*** Opening of Source information ***

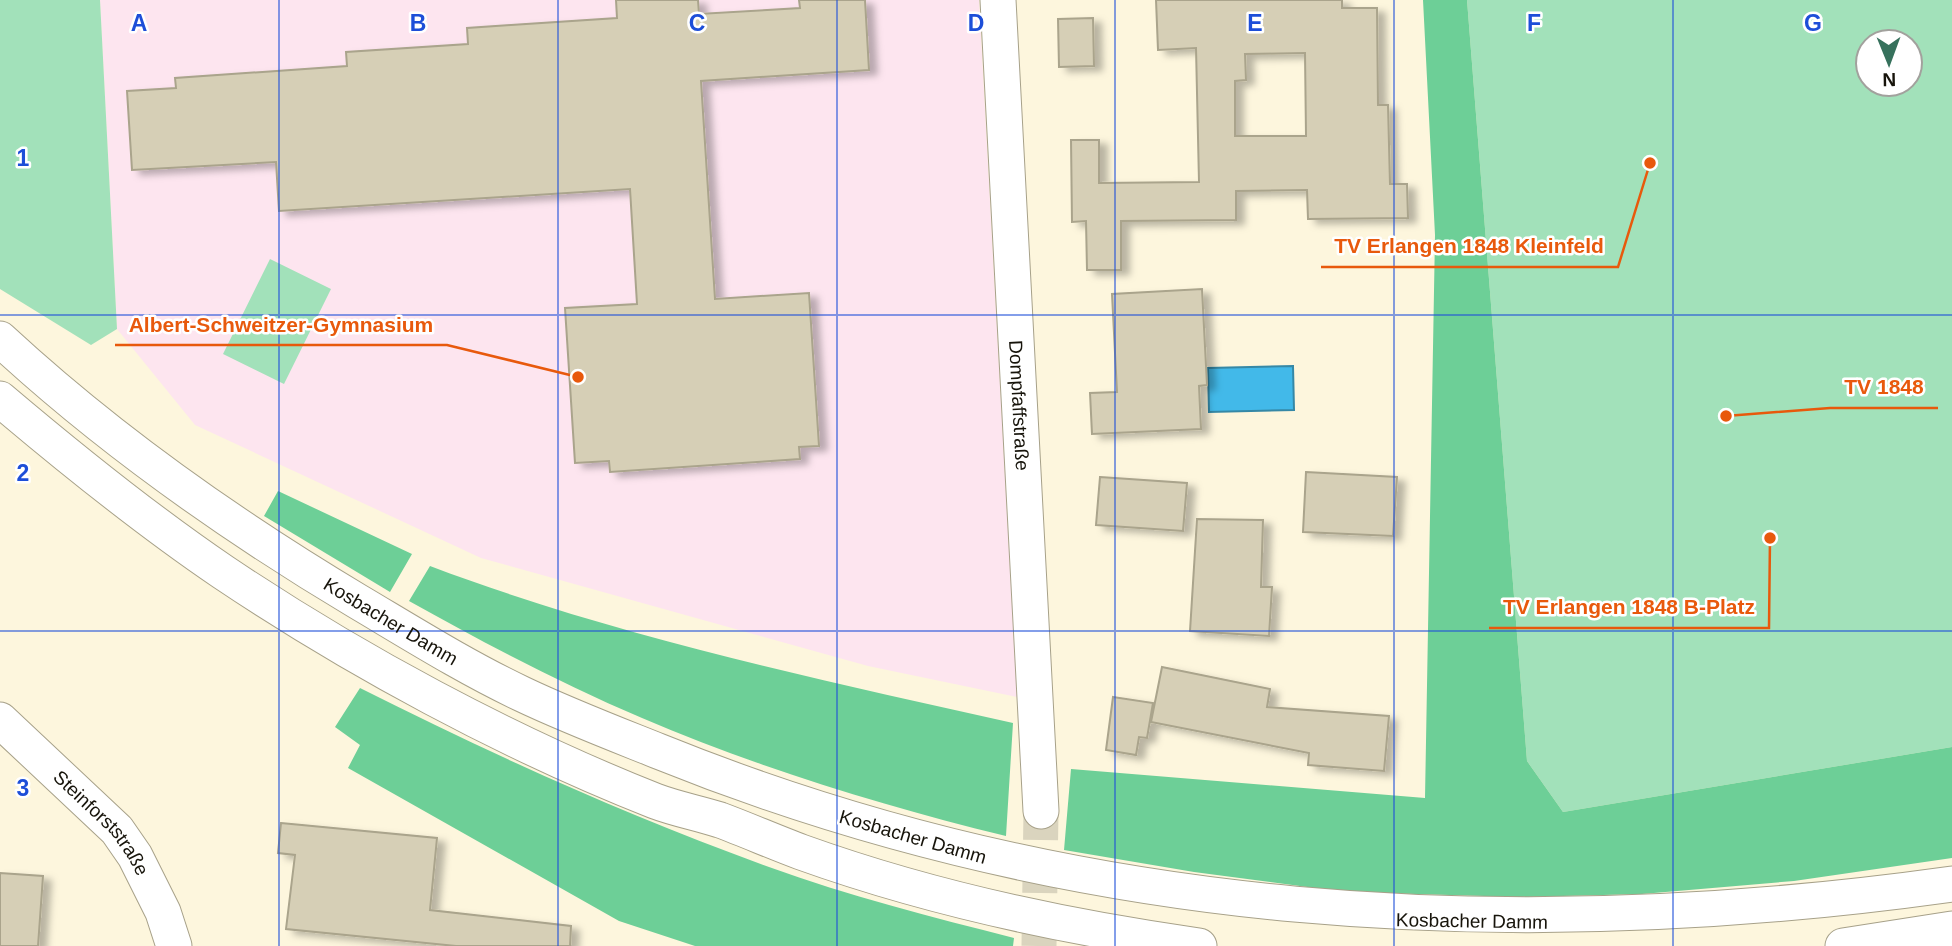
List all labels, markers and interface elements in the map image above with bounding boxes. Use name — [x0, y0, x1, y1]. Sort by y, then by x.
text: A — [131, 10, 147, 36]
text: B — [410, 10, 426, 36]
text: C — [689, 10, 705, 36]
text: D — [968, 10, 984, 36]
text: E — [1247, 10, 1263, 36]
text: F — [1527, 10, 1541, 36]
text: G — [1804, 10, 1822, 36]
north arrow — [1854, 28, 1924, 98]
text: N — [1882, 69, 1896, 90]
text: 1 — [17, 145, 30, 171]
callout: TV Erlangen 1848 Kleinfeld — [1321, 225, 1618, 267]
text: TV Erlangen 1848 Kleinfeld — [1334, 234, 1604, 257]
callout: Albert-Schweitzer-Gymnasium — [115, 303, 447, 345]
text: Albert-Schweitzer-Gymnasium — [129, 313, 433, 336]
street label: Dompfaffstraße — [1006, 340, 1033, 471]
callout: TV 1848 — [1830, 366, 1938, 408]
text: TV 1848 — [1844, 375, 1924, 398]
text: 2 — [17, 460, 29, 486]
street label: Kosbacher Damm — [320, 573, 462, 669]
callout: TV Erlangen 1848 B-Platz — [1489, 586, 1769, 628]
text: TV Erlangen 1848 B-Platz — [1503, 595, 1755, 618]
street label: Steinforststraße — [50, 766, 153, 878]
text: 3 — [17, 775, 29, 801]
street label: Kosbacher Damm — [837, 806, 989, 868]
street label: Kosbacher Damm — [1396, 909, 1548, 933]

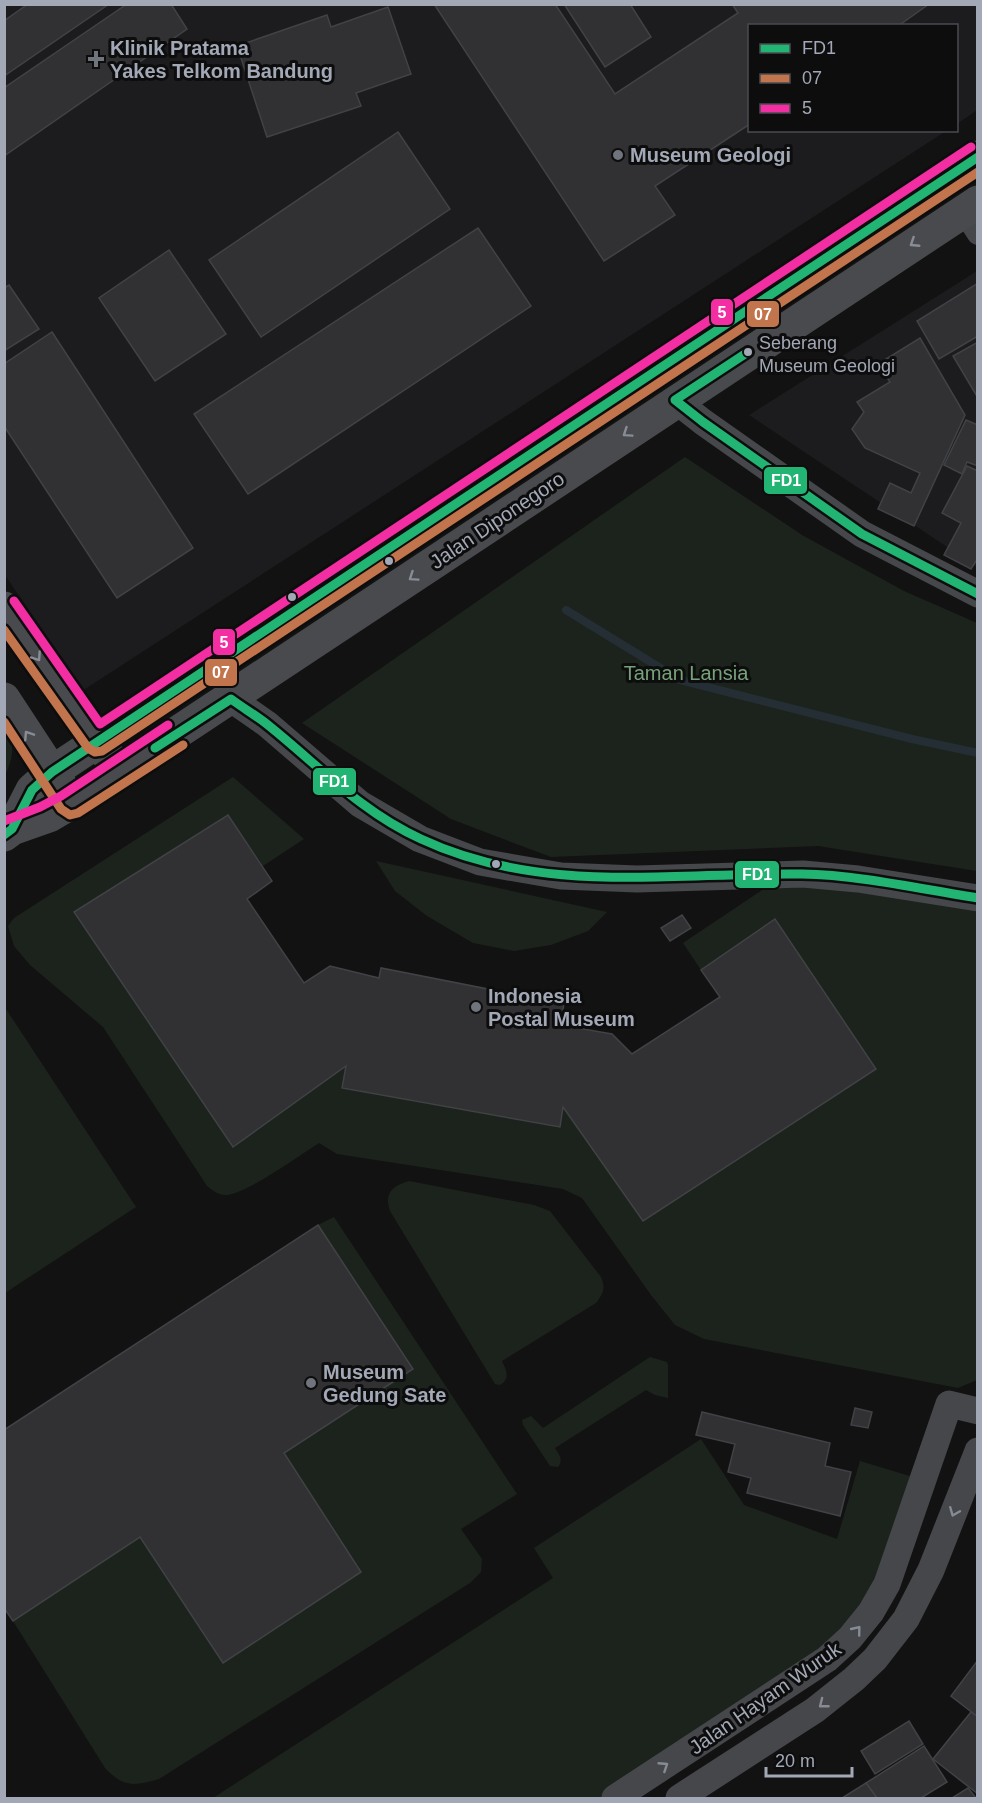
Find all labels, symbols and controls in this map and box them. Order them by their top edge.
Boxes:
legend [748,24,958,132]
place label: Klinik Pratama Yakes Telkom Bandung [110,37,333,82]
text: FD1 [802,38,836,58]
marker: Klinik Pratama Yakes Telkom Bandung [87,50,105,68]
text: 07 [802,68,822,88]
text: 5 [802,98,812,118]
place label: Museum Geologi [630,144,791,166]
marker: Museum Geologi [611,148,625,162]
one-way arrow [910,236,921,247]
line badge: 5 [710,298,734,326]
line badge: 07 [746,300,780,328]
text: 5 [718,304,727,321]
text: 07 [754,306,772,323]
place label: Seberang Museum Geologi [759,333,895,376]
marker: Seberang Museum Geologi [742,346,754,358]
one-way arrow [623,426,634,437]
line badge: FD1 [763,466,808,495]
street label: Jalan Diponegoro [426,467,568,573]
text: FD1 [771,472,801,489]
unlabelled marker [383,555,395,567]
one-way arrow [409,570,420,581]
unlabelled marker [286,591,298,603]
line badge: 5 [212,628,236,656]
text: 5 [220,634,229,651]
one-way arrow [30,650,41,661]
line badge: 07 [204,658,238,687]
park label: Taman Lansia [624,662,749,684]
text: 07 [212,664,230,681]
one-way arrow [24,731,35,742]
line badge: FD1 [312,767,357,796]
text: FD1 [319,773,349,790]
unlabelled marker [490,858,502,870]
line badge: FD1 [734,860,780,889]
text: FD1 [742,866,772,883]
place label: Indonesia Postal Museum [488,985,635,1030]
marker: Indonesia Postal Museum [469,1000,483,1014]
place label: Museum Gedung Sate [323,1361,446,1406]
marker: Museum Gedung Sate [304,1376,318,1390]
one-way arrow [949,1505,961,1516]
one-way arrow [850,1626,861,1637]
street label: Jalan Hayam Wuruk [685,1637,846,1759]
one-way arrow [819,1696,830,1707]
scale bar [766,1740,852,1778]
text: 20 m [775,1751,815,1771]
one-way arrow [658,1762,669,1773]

*** Close of Source information ***

* Task to complete
Return the material in full, word for word, and skip the pictures.

* Answer to the problem
List all labels, markers and interface elements in the map image above with bounding boxes. Use name — [x0, y0, x1, y1]. Sort by y, then by x.
text: A — [131, 10, 147, 36]
text: B — [410, 10, 426, 36]
text: C — [689, 10, 705, 36]
text: D — [968, 10, 984, 36]
text: E — [1247, 10, 1263, 36]
text: F — [1527, 10, 1541, 36]
text: G — [1804, 10, 1822, 36]
north arrow — [1854, 28, 1924, 98]
text: N — [1882, 69, 1896, 90]
text: 1 — [17, 145, 30, 171]
callout: TV Erlangen 1848 Kleinfeld — [1321, 225, 1618, 267]
text: TV Erlangen 1848 Kleinfeld — [1334, 234, 1604, 257]
callout: Albert-Schweitzer-Gymnasium — [115, 303, 447, 345]
text: Albert-Schweitzer-Gymnasium — [129, 313, 433, 336]
street label: Dompfaffstraße — [1006, 340, 1033, 471]
callout: TV 1848 — [1830, 366, 1938, 408]
text: TV 1848 — [1844, 375, 1924, 398]
text: 2 — [17, 460, 29, 486]
street label: Kosbacher Damm — [320, 573, 462, 669]
callout: TV Erlangen 1848 B-Platz — [1489, 586, 1769, 628]
text: TV Erlangen 1848 B-Platz — [1503, 595, 1755, 618]
street label: Steinforststraße — [50, 766, 153, 878]
text: 3 — [17, 775, 29, 801]
street label: Kosbacher Damm — [837, 806, 989, 868]
street label: Kosbacher Damm — [1396, 909, 1548, 933]

Find all labels, symbols and controls in this map and box them. Order them by their top edge.
Boxes:
legend [748,24,958,132]
place label: Klinik Pratama Yakes Telkom Bandung [110,37,333,82]
text: FD1 [802,38,836,58]
marker: Klinik Pratama Yakes Telkom Bandung [87,50,105,68]
text: 07 [802,68,822,88]
text: 5 [802,98,812,118]
place label: Museum Geologi [630,144,791,166]
marker: Museum Geologi [611,148,625,162]
one-way arrow [910,236,921,247]
line badge: 5 [710,298,734,326]
line badge: 07 [746,300,780,328]
text: 5 [718,304,727,321]
text: 07 [754,306,772,323]
place label: Seberang Museum Geologi [759,333,895,376]
marker: Seberang Museum Geologi [742,346,754,358]
one-way arrow [623,426,634,437]
line badge: FD1 [763,466,808,495]
street label: Jalan Diponegoro [426,467,568,573]
text: FD1 [771,472,801,489]
unlabelled marker [383,555,395,567]
one-way arrow [409,570,420,581]
unlabelled marker [286,591,298,603]
line badge: 5 [212,628,236,656]
text: 5 [220,634,229,651]
one-way arrow [30,650,41,661]
line badge: 07 [204,658,238,687]
park label: Taman Lansia [624,662,749,684]
text: 07 [212,664,230,681]
one-way arrow [24,731,35,742]
line badge: FD1 [312,767,357,796]
text: FD1 [319,773,349,790]
unlabelled marker [490,858,502,870]
line badge: FD1 [734,860,780,889]
text: FD1 [742,866,772,883]
place label: Indonesia Postal Museum [488,985,635,1030]
marker: Indonesia Postal Museum [469,1000,483,1014]
place label: Museum Gedung Sate [323,1361,446,1406]
marker: Museum Gedung Sate [304,1376,318,1390]
one-way arrow [949,1505,961,1516]
one-way arrow [850,1626,861,1637]
street label: Jalan Hayam Wuruk [685,1637,846,1759]
one-way arrow [819,1696,830,1707]
scale bar [766,1740,852,1778]
text: 20 m [775,1751,815,1771]
one-way arrow [658,1762,669,1773]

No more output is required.